La scultura etrusca si ispira a quella greca solo esteticamente: per gli Etruschi infatti aveva
solo due scopi: religioso e funerario.
I più antichi esempi di modellazione a tutto tondo sono i canopi (VII e VI sec. a. C. ). I vasi
servivano per conservare le ceneri dei defunti, erano alti da 50 cm. a 150 cm. ed erano in
terracotta, bronzo, in entrambi i materiali oppure in Bucchero.
acquistano importanza i Sarcofagi, di pietra o terracotta sono formati da un’arca e da un
coperchio.
Inizialmente l’arca era liscia, ma in seguito venne decorata da bassorilievi con scene
mitologiche o di caccia. Il coperchio invece imita un triclinio su cui il defunto appare sdraiato,
quasi come ad un banchetto. In molti dei coperchi, accanto al defunto appare la figura della
moglie. L’usanza aveva lo scopo di ricreare attorno alla salma un ambiente familiare.
La scultura etrusca si rivolgeva anche all’architettura sacra: Antefisse e Acroteri non sono
altro che figure a tutto tondo a forma di animali o mostri poste nei templi per scacciare gli
spiriti maligni.

L’unico scultore etrusco di cui si conosce il nome è Vulca e a lui si attribuisce il cosiddetto
Apollo di Veio..

La statua fu scoperta nel 1916 nell’omonima città, è in terracotta e doveva far parte di un
gruppo fittile che ornava il tempio del Portonaccio, insieme alle statue di Eracle e Latona con
in braccio il piccolo Apollo, di cui abbiamo pochi pezzi malamente restaurati.

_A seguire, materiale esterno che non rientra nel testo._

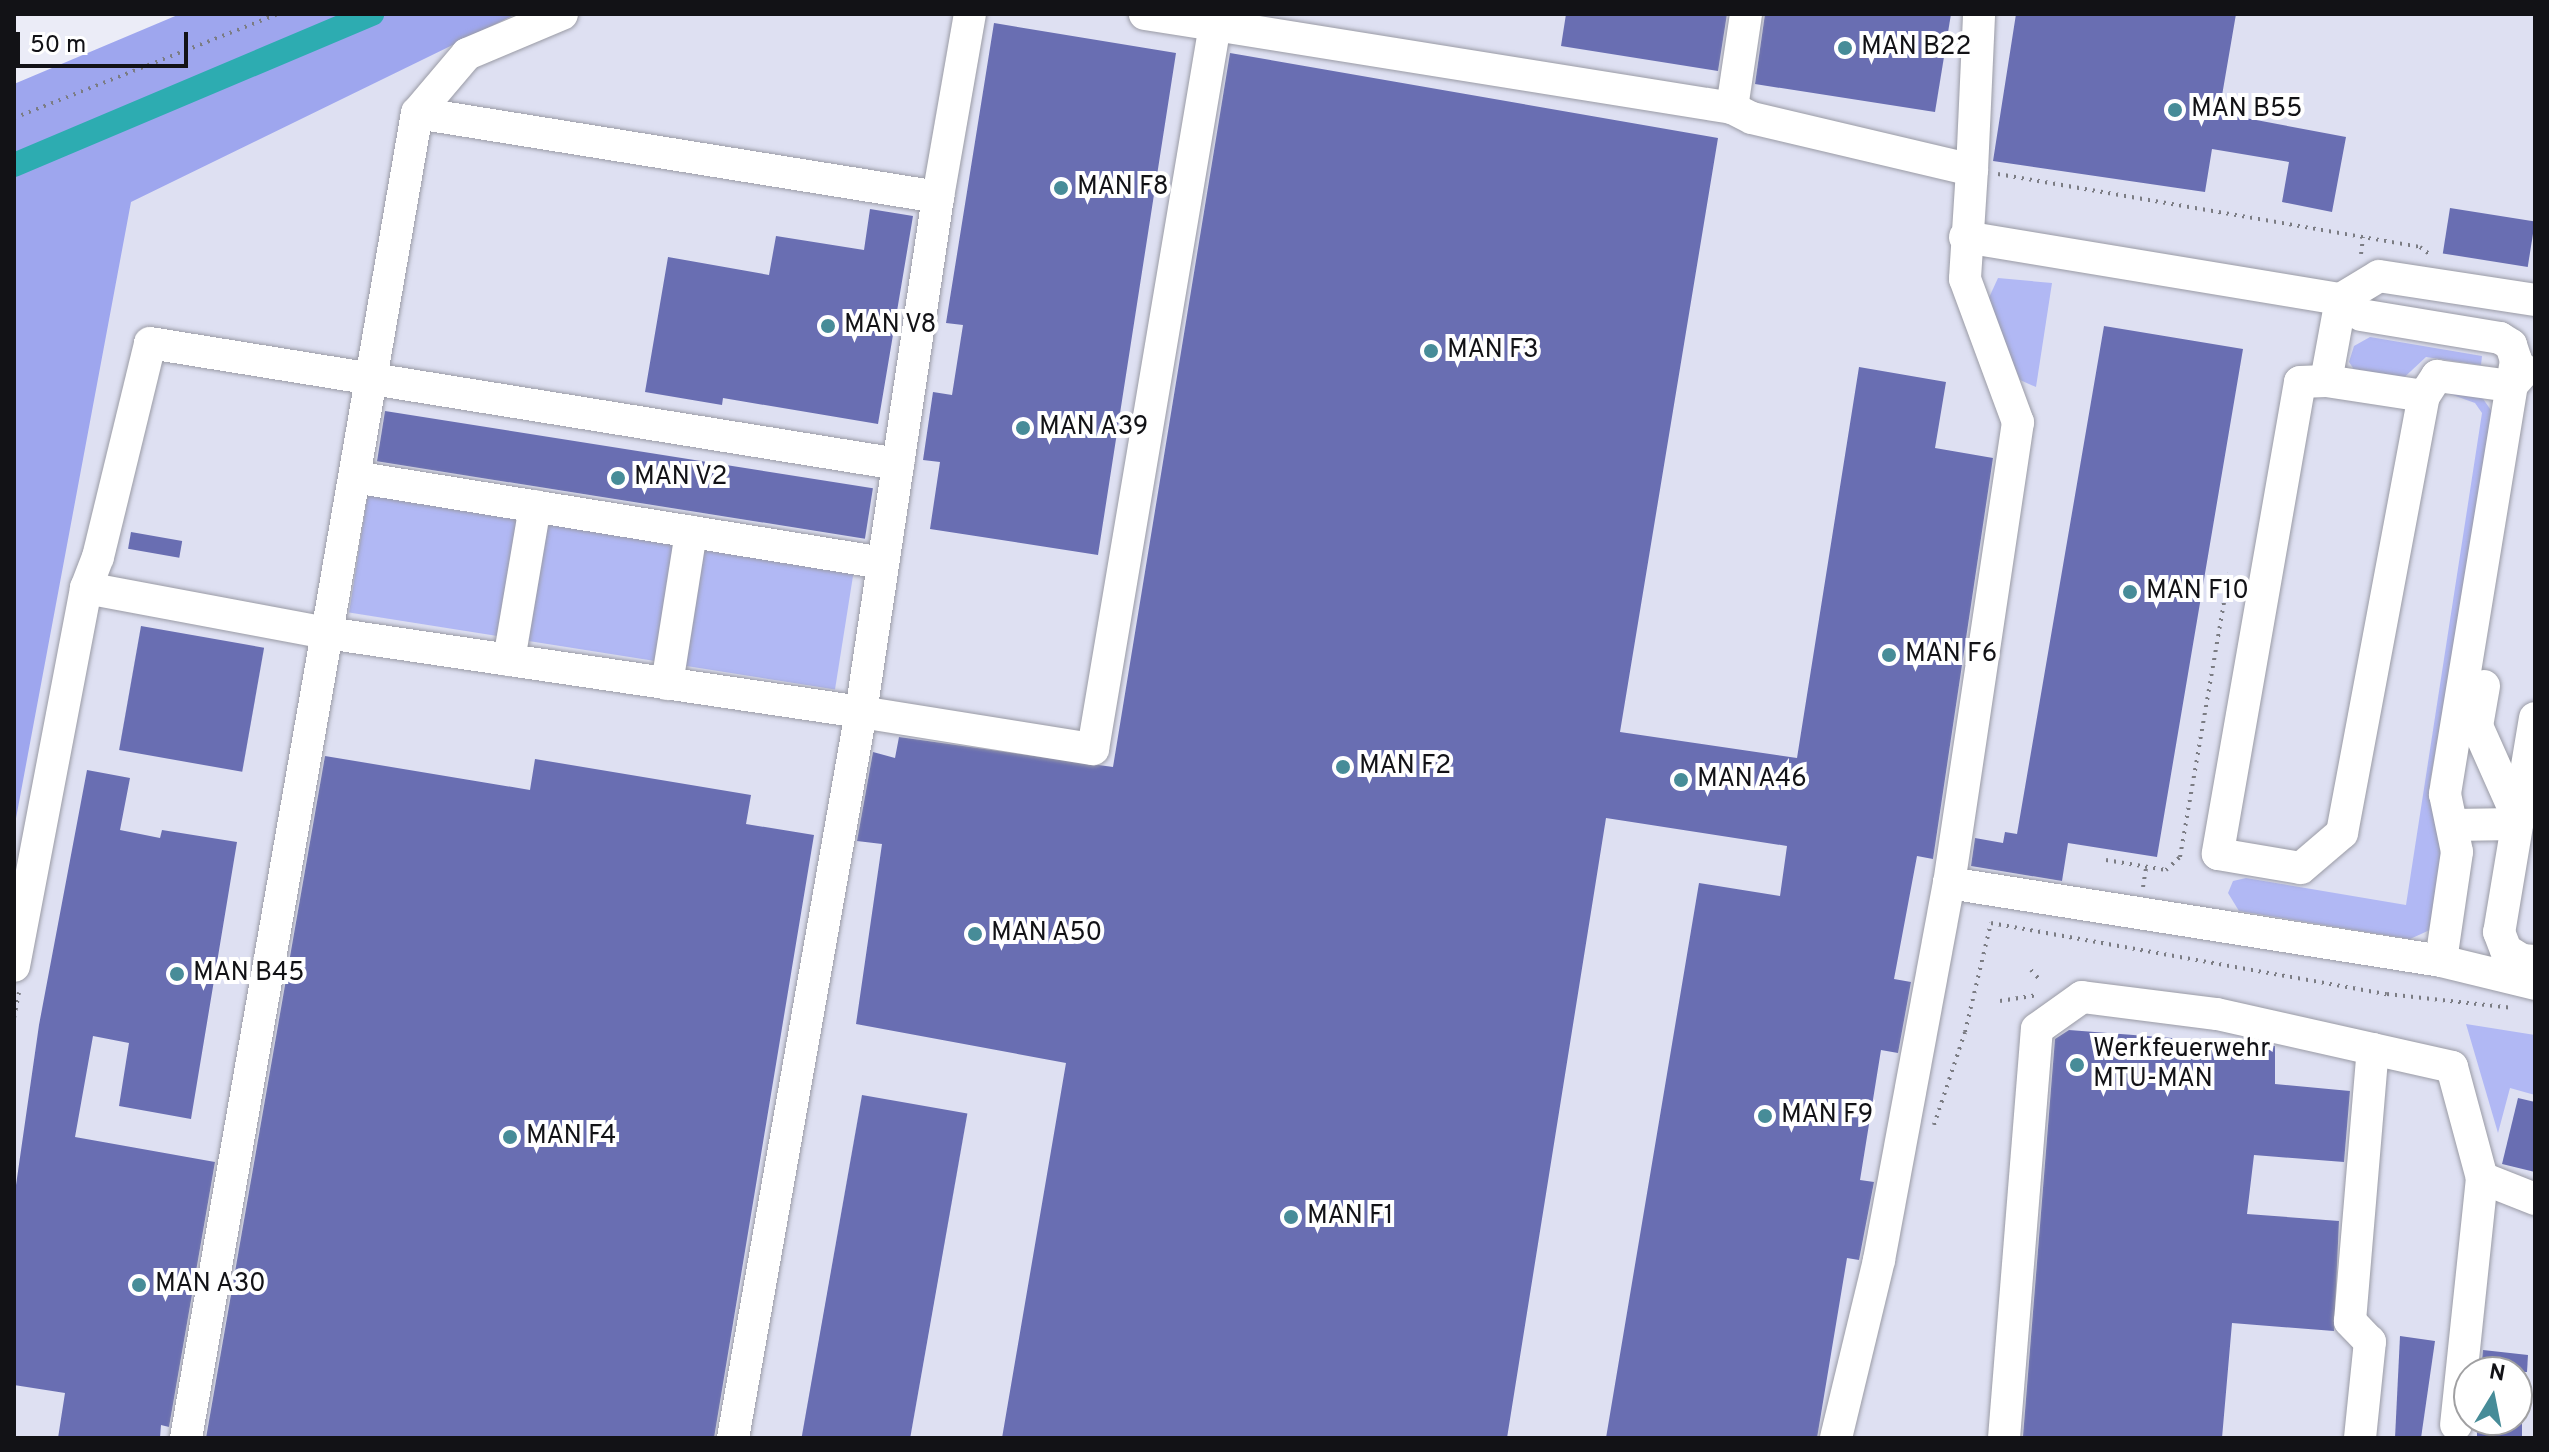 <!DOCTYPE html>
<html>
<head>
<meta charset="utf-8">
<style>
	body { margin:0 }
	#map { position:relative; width:2549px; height:1452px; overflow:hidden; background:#ebecf7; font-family:Overpass,sans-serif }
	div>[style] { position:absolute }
	.built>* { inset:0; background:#dee0f2 }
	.green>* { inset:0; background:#b1b8f4; transform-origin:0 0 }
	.forest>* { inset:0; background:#9ea6ee }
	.canal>* { height:24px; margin:-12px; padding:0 12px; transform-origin:12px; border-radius:12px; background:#2dacb1 }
	.building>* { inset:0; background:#696eb2; transform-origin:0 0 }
	.path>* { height:4px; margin-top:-2px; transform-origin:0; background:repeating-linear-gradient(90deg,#7b7c83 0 2px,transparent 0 8px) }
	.roads { filter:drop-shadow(0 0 2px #9a9ba5) drop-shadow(0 0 2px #9a9ba5) }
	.minor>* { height:32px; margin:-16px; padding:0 16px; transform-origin:16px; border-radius:16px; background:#fff }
	.dots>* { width:22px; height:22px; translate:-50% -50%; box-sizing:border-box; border:4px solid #fff; border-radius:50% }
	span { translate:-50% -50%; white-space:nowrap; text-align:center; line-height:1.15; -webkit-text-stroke:8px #fff; paint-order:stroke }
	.poi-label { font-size:26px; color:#121216 }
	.left { translate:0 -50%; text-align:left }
	.frame { position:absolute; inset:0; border:16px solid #121216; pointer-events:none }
	.north { position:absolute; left:2453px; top:1356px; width:80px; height:80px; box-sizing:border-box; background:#fff; border:2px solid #a0a0a2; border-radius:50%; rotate:10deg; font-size:22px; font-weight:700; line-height:32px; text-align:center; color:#121216 }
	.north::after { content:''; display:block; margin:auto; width:28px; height:36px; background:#478c98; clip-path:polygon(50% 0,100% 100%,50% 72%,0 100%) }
	.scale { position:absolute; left:16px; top:32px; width:172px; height:36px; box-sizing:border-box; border:4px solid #121216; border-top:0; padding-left:10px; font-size:24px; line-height:28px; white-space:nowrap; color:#121216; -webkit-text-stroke:6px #fff; paint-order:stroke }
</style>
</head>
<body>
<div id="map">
	<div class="built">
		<div style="clip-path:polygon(evenodd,518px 14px,2535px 14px,2535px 1438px,14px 1438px,14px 570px,115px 188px,518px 14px,2469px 1372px,2517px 1372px,2517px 1420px,2469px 1420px,2469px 1372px)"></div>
	</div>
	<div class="green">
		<div style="clip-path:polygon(1998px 278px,2052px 283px,2036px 387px,2020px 380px,1987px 302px)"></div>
		<div style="clip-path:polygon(2370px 337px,2482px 356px,2481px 365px,2426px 357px,2396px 385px,2357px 374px,2349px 362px,2354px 346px)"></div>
		<div style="clip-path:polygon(2439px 390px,2479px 393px,2495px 416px,2430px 782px,2444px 859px,2432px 929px,2410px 939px,2239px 911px,2228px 893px,2233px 881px,2246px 878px,2406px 905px,2482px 413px,2475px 403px)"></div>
		<div style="left:368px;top:493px;width:492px;height:121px;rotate:9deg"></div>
		<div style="clip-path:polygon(2466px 1024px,2535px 1035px,2535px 1095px,2510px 1088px,2498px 1133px)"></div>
	</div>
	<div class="forest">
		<div style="clip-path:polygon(180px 14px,516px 14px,131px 202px,14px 829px,14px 84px)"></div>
	</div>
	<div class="canal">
		<div style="left:14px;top:165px;width:389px;rotate:-22.9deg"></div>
	</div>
	<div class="building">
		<div style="clip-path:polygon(1566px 14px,1727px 14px,1718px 71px,1561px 46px)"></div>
		<div style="clip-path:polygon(1765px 14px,1951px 14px,1935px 112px,1755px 84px)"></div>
		<div style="clip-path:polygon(2016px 14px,2236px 14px,2219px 113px,2346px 137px,2332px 212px,2282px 202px,2289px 162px,2212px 149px,2205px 192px,1993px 161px)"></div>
		<div style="clip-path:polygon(994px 23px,1176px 53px,1098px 555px,930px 529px,940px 462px,923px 460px,933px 392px,952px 395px,963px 325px,946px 323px)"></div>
		<div style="clip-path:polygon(1230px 53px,1718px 138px,1620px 732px,1797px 758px,1859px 367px,1946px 382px,1935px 448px,1993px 458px,1933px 859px,1917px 856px,1894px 979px,1911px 982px,1898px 1053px,1881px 1050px,1860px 1180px,1874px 1182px,1859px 1260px,1847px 1258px,1817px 1438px,1606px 1438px,1699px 883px,1780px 896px,1787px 846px,1606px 818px,1507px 1438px,1002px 1438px,1066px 1063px,856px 1024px,882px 844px,857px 841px,873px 752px,895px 758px,899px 737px,1113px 767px)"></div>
		<div style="left:2450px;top:208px;width:86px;height:46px;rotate:9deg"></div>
		<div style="clip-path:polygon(870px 209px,913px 216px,878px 424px,723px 398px,722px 405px,645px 392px,668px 257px,769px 275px,776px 236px,864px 250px)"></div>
		<div style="clip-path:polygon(2104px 326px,2243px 349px,2157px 857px,2068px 843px,2062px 881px,1971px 866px,1975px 838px,2003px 843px,2005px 832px,2017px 834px)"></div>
		<div style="left:385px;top:411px;width:494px;height:51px;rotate:9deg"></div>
		<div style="left:131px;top:532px;width:52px;height:17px;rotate:10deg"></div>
		<div style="left:141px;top:626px;width:125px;height:126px;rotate:10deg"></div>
		<div style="clip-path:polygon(325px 756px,530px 790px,535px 759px,751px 795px,746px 824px,814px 835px,714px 1438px,206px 1438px)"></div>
		<div style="clip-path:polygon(87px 770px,130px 778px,120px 830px,160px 838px,162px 830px,237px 842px,191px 1119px,119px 1106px,129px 1043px,93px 1036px,75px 1137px,215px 1162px,169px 1427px,161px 1425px,160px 1438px,58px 1438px,65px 1393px,14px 1385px,14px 1199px,39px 1025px)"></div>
		<div style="clip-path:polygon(2069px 1030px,2275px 1046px,2275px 1084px,2350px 1091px,2344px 1162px,2254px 1155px,2247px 1214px,2339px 1221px,2334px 1331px,2232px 1323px,2222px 1438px,2023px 1436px,2055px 1039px)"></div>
		<div style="left:862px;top:1095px;width:107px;height:348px;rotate:10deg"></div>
		<div style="clip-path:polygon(2518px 1098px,2535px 1102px,2535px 1172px,2502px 1164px)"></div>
		<div style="clip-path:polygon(2400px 1336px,2435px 1341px,2421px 1438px,2395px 1438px)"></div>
		<div style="clip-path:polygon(2483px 1350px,2528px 1355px,2527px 1372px,2481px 1372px)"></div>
		<div style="left:2477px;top:1420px;width:45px;height:18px"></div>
	</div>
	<div class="path">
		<div style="left:14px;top:118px;width:284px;rotate:-21.5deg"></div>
		<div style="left:1998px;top:174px;width:428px;rotate:9.8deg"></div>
		<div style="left:2420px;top:247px;width:15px;rotate:37deg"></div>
		<div style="left:2361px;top:254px;width:17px;rotate:-83deg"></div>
		<div style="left:2106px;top:860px;width:61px;rotate:9.5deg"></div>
		<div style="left:2166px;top:870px;width:19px;rotate:-43deg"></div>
		<div style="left:2180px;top:857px;width:288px;rotate:-80.2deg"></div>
		<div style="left:2143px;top:887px;width:19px;rotate:-81deg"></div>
		<div style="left:2031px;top:970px;width:15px;rotate:48deg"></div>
		<div style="left:2000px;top:1001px;width:36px;rotate:-9deg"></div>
		<div style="left:14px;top:1018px;width:26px;rotate:-79deg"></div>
		<div style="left:1934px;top:1125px;width:98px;rotate:-71.6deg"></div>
		<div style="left:1965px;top:1032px;width:112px;rotate:-76.6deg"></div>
		<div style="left:1991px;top:923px;width:402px;rotate:10.2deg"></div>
		<div style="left:2387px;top:994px;width:127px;rotate:6.3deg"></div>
	</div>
	<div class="roads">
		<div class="minor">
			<div style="left:1217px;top:14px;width:11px;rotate:100deg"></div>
			<div style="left:1215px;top:25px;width:524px;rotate:9.12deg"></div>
			<div style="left:1732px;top:108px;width:22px;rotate:27deg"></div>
			<div style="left:1752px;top:118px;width:226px;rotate:13.3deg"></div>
			<div style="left:1972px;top:170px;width:109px;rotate:93.7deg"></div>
			<div style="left:1965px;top:279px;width:153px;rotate:69.7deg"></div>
			<div style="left:2018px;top:422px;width:466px;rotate:98.5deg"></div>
			<div style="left:1949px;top:883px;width:498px;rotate:9deg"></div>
			<div style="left:2441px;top:961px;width:97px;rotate:13.7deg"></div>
			<div style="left:1732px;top:108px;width:95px;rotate:-81.5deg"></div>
			<div style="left:417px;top:113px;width:77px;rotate:-49.7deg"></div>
			<div style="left:467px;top:54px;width:103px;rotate:-22.8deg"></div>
			<div style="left:1972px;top:170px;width:156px;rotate:-87.4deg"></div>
			<div style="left:938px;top:197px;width:521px;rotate:98.5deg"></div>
			<div style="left:861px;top:712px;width:235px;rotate:9.1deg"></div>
			<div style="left:1093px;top:749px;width:734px;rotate:-80.44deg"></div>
			<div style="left:1215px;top:25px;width:71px;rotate:-171.1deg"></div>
			<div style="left:1965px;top:237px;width:381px;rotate:9.4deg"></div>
			<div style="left:2341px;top:299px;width:20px;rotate:37deg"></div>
			<div style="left:2361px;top:315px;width:141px;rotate:9.4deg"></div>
			<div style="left:2500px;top:338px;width:13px;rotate:32deg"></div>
			<div style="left:2511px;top:345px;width:16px;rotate:72deg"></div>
			<div style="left:2516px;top:360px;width:440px;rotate:99.3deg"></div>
			<div style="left:2445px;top:794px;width:59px;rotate:78.3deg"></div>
			<div style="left:2457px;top:852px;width:110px;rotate:98.4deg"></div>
			<div style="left:2326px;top:381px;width:26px;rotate:178deg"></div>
			<div style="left:2300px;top:382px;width:479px;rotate:99.9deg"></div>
			<div style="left:2218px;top:854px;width:84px;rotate:9.6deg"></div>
			<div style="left:2301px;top:868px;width:54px;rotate:-40.5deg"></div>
			<div style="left:2342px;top:833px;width:445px;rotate:-79.4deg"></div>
			<div style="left:2424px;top:396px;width:99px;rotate:-171.3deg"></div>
			<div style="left:2326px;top:381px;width:83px;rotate:-79.6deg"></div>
			<div style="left:2341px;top:299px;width:44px;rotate:-31.2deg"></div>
			<div style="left:2379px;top:276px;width:158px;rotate:8.7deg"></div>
			<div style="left:2424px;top:396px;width:24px;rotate:-57deg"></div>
			<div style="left:2437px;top:376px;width:75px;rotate:7.7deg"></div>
			<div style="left:2511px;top:386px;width:21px;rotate:-49deg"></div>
			<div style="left:354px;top:477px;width:536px;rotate:9.23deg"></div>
			<div style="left:86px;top:588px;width:245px;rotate:10.6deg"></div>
			<div style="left:327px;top:633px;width:528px;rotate:-80.18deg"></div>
			<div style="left:417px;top:113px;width:528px;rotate:9.16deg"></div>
			<div style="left:938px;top:197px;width:186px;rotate:-80.1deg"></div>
			<div style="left:509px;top:660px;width:156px;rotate:-80.4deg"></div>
			<div style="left:667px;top:684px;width:154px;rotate:-81deg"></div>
			<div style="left:2484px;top:686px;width:41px;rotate:99.9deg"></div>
			<div style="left:2477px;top:726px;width:101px;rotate:66deg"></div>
			<div style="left:2535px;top:718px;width:217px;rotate:99.5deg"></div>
			<div style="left:2499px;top:932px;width:19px;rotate:69deg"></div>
			<div style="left:2506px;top:950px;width:19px;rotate:32deg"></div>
			<div style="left:2522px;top:960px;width:13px;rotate:4deg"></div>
			<div style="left:2452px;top:825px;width:65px;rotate:-0.9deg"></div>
			<div style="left:14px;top:966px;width:385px;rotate:-79.2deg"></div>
			<div style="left:86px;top:588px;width:33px;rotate:-69deg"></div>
			<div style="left:98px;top:557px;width:220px;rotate:-76.3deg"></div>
			<div style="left:150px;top:343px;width:758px;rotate:9.19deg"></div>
			<div style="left:2482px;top:1178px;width:57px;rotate:21.6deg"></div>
			<div style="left:186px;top:1438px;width:817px;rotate:-80.07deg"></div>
			<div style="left:327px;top:633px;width:540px;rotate:8.42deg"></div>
			<div style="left:861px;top:712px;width:737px;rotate:100deg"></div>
			<div style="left:1836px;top:1438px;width:183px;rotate:-76.4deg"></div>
			<div style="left:1879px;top:1260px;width:383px;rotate:-79.5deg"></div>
			<div style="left:2004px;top:1438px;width:410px;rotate:-85.4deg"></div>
			<div style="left:2037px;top:1029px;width:55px;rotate:-35.4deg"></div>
			<div style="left:2082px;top:997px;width:136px;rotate:7.2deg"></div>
			<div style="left:2217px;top:1014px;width:241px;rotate:12.7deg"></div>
			<div style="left:2452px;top:1067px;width:115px;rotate:74.9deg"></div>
			<div style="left:2482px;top:1178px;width:248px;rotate:96deg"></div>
			<div style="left:2360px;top:1438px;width:97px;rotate:-84.1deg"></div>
			<div style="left:2370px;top:1342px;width:29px;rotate:-134deg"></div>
			<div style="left:2350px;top:1321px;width:273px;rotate:-85.2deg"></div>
		</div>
	</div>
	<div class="dots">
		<div style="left:1845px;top:48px;background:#478c98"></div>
		<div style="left:2175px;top:110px;background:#478c98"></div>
		<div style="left:1061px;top:188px;background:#478c98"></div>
		<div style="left:828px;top:326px;background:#478c98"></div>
		<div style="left:1431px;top:351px;background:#478c98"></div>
		<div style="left:1023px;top:428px;background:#478c98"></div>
		<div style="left:618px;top:478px;background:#478c98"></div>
		<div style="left:2130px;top:592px;background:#478c98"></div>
		<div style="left:1889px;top:655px;background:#478c98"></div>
		<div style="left:1343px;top:767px;background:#478c98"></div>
		<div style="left:1681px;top:780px;background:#478c98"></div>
		<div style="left:975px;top:934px;background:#478c98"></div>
		<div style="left:177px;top:974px;background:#478c98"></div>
		<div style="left:2077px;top:1065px;background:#478c98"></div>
		<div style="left:1765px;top:1116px;background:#478c98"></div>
		<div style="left:510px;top:1137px;background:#478c98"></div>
		<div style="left:1291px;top:1217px;background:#478c98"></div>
		<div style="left:139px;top:1285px;background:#478c98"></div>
	</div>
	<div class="poi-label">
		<span class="left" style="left:1861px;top:48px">MAN B22</span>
		<span class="left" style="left:2191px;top:110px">MAN B55</span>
		<span class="left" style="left:1077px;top:188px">MAN F8</span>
		<span class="left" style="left:844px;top:326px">MAN V8</span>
		<span class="left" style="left:1447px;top:351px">MAN F3</span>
		<span class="left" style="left:1039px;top:428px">MAN A39</span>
		<span class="left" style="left:634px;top:478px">MAN V2</span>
		<span class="left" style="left:2146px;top:592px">MAN F10</span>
		<span class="left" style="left:1905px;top:655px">MAN F6</span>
		<span class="left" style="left:1359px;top:767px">MAN F2</span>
		<span class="left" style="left:1697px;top:780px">MAN A46</span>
		<span class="left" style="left:991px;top:934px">MAN A50</span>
		<span class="left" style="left:193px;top:974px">MAN B45</span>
		<span class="left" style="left:2093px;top:1065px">Werkfeuerwehr<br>MTU-MAN</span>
		<span class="left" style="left:1781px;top:1116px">MAN F9</span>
		<span class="left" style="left:526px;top:1137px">MAN F4</span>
		<span class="left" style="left:1307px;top:1217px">MAN F1</span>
		<span class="left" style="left:155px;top:1285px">MAN A30</span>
	</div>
	<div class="frame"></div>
	<div class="north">N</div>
	<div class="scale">50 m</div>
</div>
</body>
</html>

Per molto tempo la raffinatezza stilistica dell’opera e il piedistallo molto ornato avevano
portato a pensare che fosse opera di un greco, ma adesso la critica è unanime nell’attribuirla
a mani etrusche, proprio per l’immediatezza e concretezza espressive già riscontrate nelle
opere coeve, che dimostrano come gli Etruschi, partendo dal reale abbiano realizzato un
nuovo ideale di arte meno perfetto ma sicuramente più sentito.